Support for female staff members at the University is nonetheless reflected through a Maternity Pay scheme, which includes full time pay for the first eight weeks. A part-time pay scheme takes over for the following eight weeks, in accordance to one’s eligibility with the Department for Work and Pensions (DWP).”

The University of Exeter’s Feminist Society told Exeposé:

“The gender wage gap has been proven time and time again to exist – our university has one of the largest in the country and it’s a symptom of our archaic elitism. While the situation has improved for white women we need to center the debate around women of colour, disabled women and trans-women who disproportionately face this injustice. How representative are we if Exeter hasn’t managed to consistently hire from these groups, let alone pay them enough?”
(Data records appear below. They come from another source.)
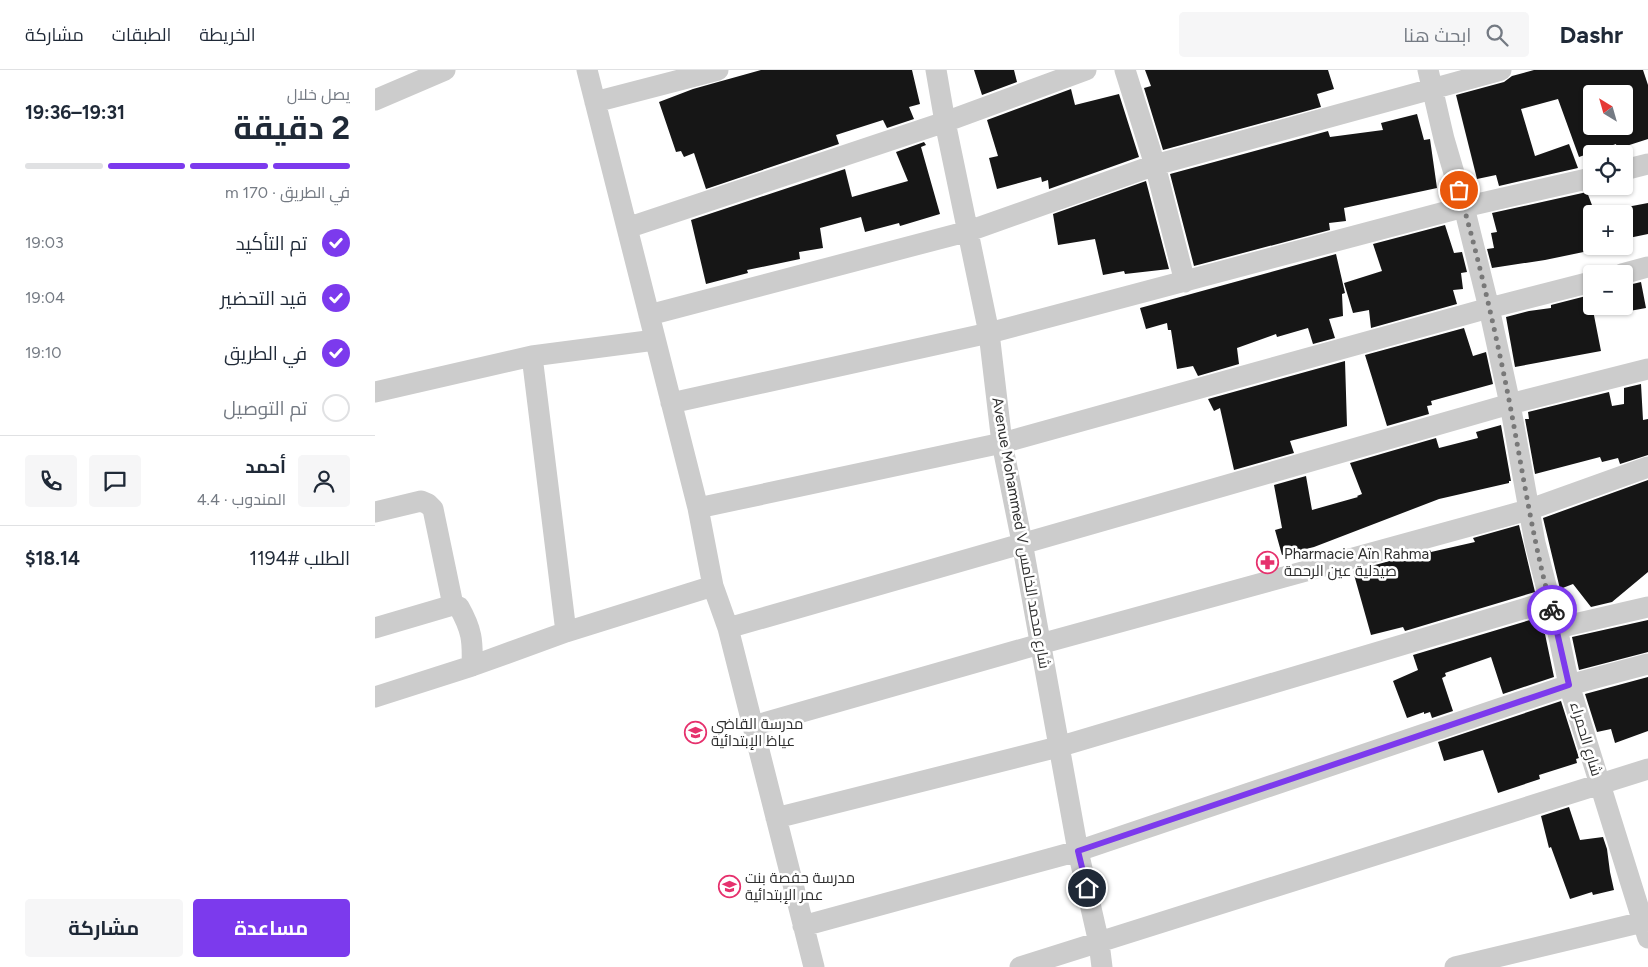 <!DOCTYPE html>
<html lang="ar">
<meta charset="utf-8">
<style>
:root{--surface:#fff;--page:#f6f6f7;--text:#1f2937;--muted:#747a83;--line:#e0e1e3;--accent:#7c3aed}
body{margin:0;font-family:Figtree,Cairo,sans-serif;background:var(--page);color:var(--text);direction:rtl;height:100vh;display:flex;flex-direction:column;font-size:19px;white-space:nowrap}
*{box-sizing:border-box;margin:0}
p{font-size:16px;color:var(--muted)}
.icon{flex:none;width:28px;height:28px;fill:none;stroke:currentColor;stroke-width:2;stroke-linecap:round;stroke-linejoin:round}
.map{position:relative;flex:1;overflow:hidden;direction:ltr}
.drawer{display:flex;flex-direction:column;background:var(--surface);width:375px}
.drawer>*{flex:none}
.needle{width:32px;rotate:323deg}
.fabs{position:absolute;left:1208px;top:15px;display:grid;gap:10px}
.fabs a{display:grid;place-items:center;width:50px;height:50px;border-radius:5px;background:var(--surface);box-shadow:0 1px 4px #0004;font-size:25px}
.pin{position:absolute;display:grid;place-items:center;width:42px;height:42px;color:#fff;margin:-21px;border:2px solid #fff;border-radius:50%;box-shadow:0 1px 5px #0007}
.courier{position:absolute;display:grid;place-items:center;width:50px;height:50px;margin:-25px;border:4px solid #7c3aed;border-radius:50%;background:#fff;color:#222;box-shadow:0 1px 6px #0007}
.overview em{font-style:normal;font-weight:700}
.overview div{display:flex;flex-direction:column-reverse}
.overview{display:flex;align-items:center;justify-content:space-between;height:85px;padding:0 25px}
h1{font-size:32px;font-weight:700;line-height:38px}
.bar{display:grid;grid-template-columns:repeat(4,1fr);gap:8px 5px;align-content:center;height:60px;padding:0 25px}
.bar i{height:6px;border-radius:4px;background:var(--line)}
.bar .selected{background:var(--accent)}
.bar p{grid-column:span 4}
.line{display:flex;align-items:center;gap:12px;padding:0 25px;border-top:1px solid var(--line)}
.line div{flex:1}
.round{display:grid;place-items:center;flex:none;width:52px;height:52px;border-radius:5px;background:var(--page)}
ol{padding:0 25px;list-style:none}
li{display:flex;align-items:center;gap:15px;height:55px}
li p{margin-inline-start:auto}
li .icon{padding:5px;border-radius:50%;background:var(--accent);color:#fff;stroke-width:4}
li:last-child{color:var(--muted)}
li i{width:28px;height:28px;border:2px solid var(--line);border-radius:50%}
.action{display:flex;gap:10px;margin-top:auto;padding:10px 25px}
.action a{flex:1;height:58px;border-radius:5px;background:var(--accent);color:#fff;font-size:20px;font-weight:700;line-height:58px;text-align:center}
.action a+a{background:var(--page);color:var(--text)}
header{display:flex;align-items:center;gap:30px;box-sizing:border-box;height:70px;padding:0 25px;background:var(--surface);border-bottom:1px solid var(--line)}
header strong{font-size:24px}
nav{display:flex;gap:28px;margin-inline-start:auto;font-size:18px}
.search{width:350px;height:45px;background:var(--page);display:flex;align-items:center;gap:12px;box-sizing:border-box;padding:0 18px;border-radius:5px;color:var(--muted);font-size:19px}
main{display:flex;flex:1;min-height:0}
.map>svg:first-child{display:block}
.building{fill:#161616;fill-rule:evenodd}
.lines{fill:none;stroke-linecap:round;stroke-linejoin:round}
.minor{stroke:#ccc;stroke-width:21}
.done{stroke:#787878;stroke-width:5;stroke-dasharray:0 9}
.route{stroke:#7c3aed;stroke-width:6}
.labels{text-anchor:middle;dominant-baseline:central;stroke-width:5;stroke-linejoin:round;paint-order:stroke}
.street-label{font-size:15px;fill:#2f2f2f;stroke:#fff}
.poi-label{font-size:15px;fill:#2f2f2f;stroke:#fff;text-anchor:start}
</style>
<header>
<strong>Dashr</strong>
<div class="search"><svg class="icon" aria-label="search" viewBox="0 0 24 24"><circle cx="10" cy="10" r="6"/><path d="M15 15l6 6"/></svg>ابحث هنا</div>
<nav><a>الخريطة</a><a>الطبقات</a><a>مشاركة</a></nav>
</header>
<main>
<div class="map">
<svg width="1273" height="897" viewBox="0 0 1273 897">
<rect width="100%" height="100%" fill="#fff"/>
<!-- building -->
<path class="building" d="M386,0h151l8,34 -11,3 5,12 -27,9 -4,-8 -47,15 3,9 -133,45 -12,-36 -10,4 -3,-6 -5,1 -17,-50 34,-13z
M599,0h40l3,12 -35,13z
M770,0h183l6,19 -17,5 4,13 -158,43 -19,-62 7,-2z
M1159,0h109l5,15v54l-31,10 -1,-5 -37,13 -21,-58 -37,10 14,47 34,-12 9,24 -79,18 -3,-11 -19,4 -21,-84 48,-13 8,-6zM1216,24h33v32h-33z
M696,19l4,16 44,-11 20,63 -90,32 -1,-9 -6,2 -1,-5 -44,12 -8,-31 9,-2 -11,-36z
M1042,44l7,26 6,-1 7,49 -93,20 2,13 -17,2 1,7 -136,36 -24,-92 158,-43 2,6 53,-7 -2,-7z
M549,72l2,3 -5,2 19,67 -40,12 -1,-3 -34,9 -4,-15 -41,11 3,20 -24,4 1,7 -53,11 1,3 -42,11 -15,-64 154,-51 7,28 56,-16 -12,-29z
M771,111l23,88 -44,5 -1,-3 -21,4 -8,-36 -37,6 -5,-31z
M1212,122l8,21 53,-10v31l-24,5v-25h-33v32h7v3l-53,11 -53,8 -5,-19 7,-1 -3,-15 6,-1 -5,-19z
M1070,155l9,28 8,-1 5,20 -6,1 2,16 -10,1 4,14 -86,24 -2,-18 -16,3 -9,-30 38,-12 -9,-27z
M961,184l9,39 -3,1 1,22 -14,3 6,19 -22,6 -5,-16 -31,9 -1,-3 -39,14 2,16 -41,12 -5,-10 -16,3 -6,-39h-3l-1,-7 -21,6 -6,-21z
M1266,212l5,26 -22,4v-26z
M1215,225l11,56 -86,16 -9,-50 23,-6 22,-3v-3z
M1089,258l9,28 13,-4 7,32 -62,17 1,4 -5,1 2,8 -42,12 -22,-71z
M970,291l2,65 -57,15 4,12 -60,17 -14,-62 -6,3 -6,-12z
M1266,314l2,36 5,-1v36l-28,9 -2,-6 -16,4 -2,-5 -65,17 -10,-55h4l-1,-7 81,-20 3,14 12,-2v-16z
M1126,355l10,56h-2v2l-70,16 -125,48 -32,8 -7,-25 7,-2 -8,-43 32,-9 6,34 46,-13 -1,-1 5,-2 -12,-31 86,-25 3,10 39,-10 -2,-6z
M1273,410v92l-36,30 -21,5 -18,-23 -13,5 -17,-71z
M1144,455l16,67 -130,39 -2,-4 -32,8 -18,-64 77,-21 1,2 44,-10 -2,-4z
M1165,547l4,17h1l9,43 -51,17 -12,-37 -46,16 1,3 -4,2 11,33 -21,7 -2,-6 -6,2v-2l-17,6 -14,-37 25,-11 -5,-15z
M1273,550v32l-69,18 -7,-33z
M1273,607v54l-33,12 -4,-14 -14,3 -12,-38z
M1186,631l18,57 -3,1 1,4 -38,12 1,4 -42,14 -15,-43 -39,11 -6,-19z
M1194,737l11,33 23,-3 4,12 3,23 4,18 -21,5 -1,-3 -22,7 -19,-52 -2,1 -8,-32z"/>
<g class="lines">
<!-- minor -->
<path class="minor" d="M212,0l111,438 15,78 15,42 86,339
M561,0l9,52 44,211 13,110 20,99 56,309 21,92 3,24
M750,0l30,95 30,117
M1053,0l16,69 20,68 25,101 21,96 25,139 22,85 12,57 79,253
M0,30l70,-30
M220,32l123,-32
M1249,100l24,-6
M252,158l318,-106 141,-52
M1247,204l26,-7
M274,245l320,-84 186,-66 346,-95
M157,286l34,276
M0,322l157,-36 123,-16
M296,333l318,-70 475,-126 127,-29
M323,438l304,-65 487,-135 102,-26
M0,442l46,-11 7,3 5,5 20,96
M0,558l78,-23 6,2c13,23 14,34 13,59
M353,558l782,-224 138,-35
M1182,558l91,-21
M0,627l97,-31 94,-34 147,-46
M378,656l287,-82 488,-134 120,-43
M401,748l282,-71 492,-146
M428,856l275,-75 491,-166 79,-21
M645,897l628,-198
M1080,897l188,-45"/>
</g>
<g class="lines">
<!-- done -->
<path class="done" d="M1084,120c20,70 37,143 51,215 13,68 23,137 42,205"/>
<!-- route -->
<path class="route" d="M712,818l-9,-37 491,-166 -17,-75"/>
</g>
<!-- icons -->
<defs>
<symbol id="pharmacy-ring" viewBox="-11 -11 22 22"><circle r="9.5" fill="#fff" stroke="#e6316d" stroke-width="1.5"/><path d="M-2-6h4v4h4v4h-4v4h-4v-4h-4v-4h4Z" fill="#e6316d"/></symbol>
<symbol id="school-ring" viewBox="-11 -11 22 22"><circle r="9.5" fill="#fff" stroke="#e6316d" stroke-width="1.5"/><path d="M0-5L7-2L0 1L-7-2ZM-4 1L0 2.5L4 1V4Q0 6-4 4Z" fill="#e6316d"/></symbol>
</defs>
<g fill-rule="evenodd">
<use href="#pharmacy-ring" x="880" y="480" width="25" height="25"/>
<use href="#school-ring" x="308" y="650" width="25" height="25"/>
<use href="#school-ring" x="342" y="804" width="25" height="25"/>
</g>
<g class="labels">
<!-- street labels -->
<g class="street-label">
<text transform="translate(646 463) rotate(80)">Avenue Mohammed V شارع محمد الخامس</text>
<text transform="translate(1211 669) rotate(73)">شارع الحمراء</text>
</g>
<!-- poi labels -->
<g class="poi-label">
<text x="909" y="484">Pharmacie Aïn Rahma<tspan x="909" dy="17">صيدلية عين الرحمة</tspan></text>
<text x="336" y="654">مدرسة القاضي<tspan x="336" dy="17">عياظ الإبتدائية</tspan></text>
<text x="370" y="808">مدرسة حفصة بنت<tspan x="370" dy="17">عمر الإبتدائية</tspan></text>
</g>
</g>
</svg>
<div class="fabs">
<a><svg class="needle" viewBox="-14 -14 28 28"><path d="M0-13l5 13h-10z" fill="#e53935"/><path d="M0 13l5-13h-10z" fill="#747a83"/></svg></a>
<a><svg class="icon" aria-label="locate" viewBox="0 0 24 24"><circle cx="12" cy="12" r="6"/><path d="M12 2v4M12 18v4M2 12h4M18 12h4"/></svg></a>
<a>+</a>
<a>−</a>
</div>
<div class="pin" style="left:1084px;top:120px;background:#ea580c"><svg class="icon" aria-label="bag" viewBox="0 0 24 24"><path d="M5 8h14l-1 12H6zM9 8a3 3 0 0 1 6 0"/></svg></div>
<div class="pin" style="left:712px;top:818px;background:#1f2937"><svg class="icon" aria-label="home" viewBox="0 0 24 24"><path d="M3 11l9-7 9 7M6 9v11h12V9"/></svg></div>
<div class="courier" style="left:1177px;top:540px"><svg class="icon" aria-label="bike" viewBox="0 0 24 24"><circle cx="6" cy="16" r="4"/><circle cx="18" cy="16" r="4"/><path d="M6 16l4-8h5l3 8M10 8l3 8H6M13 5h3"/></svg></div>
</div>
<section class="drawer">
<div class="overview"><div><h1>2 دقيقة</h1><p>يصل خلال</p></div><em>19:31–19:36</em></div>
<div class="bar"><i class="selected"></i><i class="selected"></i><i class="selected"></i><i></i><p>في الطريق · 170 m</p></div>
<ol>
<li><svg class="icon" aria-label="check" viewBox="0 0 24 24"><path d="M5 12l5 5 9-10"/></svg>تم التأكيد<p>19:03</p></li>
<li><svg class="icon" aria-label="check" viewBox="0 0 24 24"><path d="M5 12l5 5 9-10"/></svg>قيد التحضير<p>19:04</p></li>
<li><svg class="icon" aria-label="check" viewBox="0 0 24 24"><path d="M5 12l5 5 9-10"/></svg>في الطريق<p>19:10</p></li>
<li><i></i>تم التوصيل</li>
</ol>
<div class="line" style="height:90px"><a class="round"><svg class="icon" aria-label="person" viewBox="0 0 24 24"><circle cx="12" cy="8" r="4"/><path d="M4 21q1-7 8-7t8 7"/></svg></a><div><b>أحمد</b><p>المندوب · 4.4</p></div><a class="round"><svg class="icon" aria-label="chat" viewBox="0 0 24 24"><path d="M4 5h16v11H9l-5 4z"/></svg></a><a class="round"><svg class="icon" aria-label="phone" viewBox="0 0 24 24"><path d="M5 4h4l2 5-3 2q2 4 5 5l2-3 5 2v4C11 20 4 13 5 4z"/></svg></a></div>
<div class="line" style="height:65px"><div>الطلب #1194</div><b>$18.14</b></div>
<div class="action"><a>مساعدة</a><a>مشاركة</a></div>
</section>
</main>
The university spokesperson added: “The University holds an Athena SWAN Bronze award for its work in addressing the barriers faced by women in progressing in a higher education career. Each individual STEM discipline also holds Athena SWAN awards, along with the Classics and Ancient History department. Such attempts are in alliance with The University’s women-only leadership development initiative, Aurora, mirroring the University’s initiative to encourage females to advance themselves in higher academic positions.”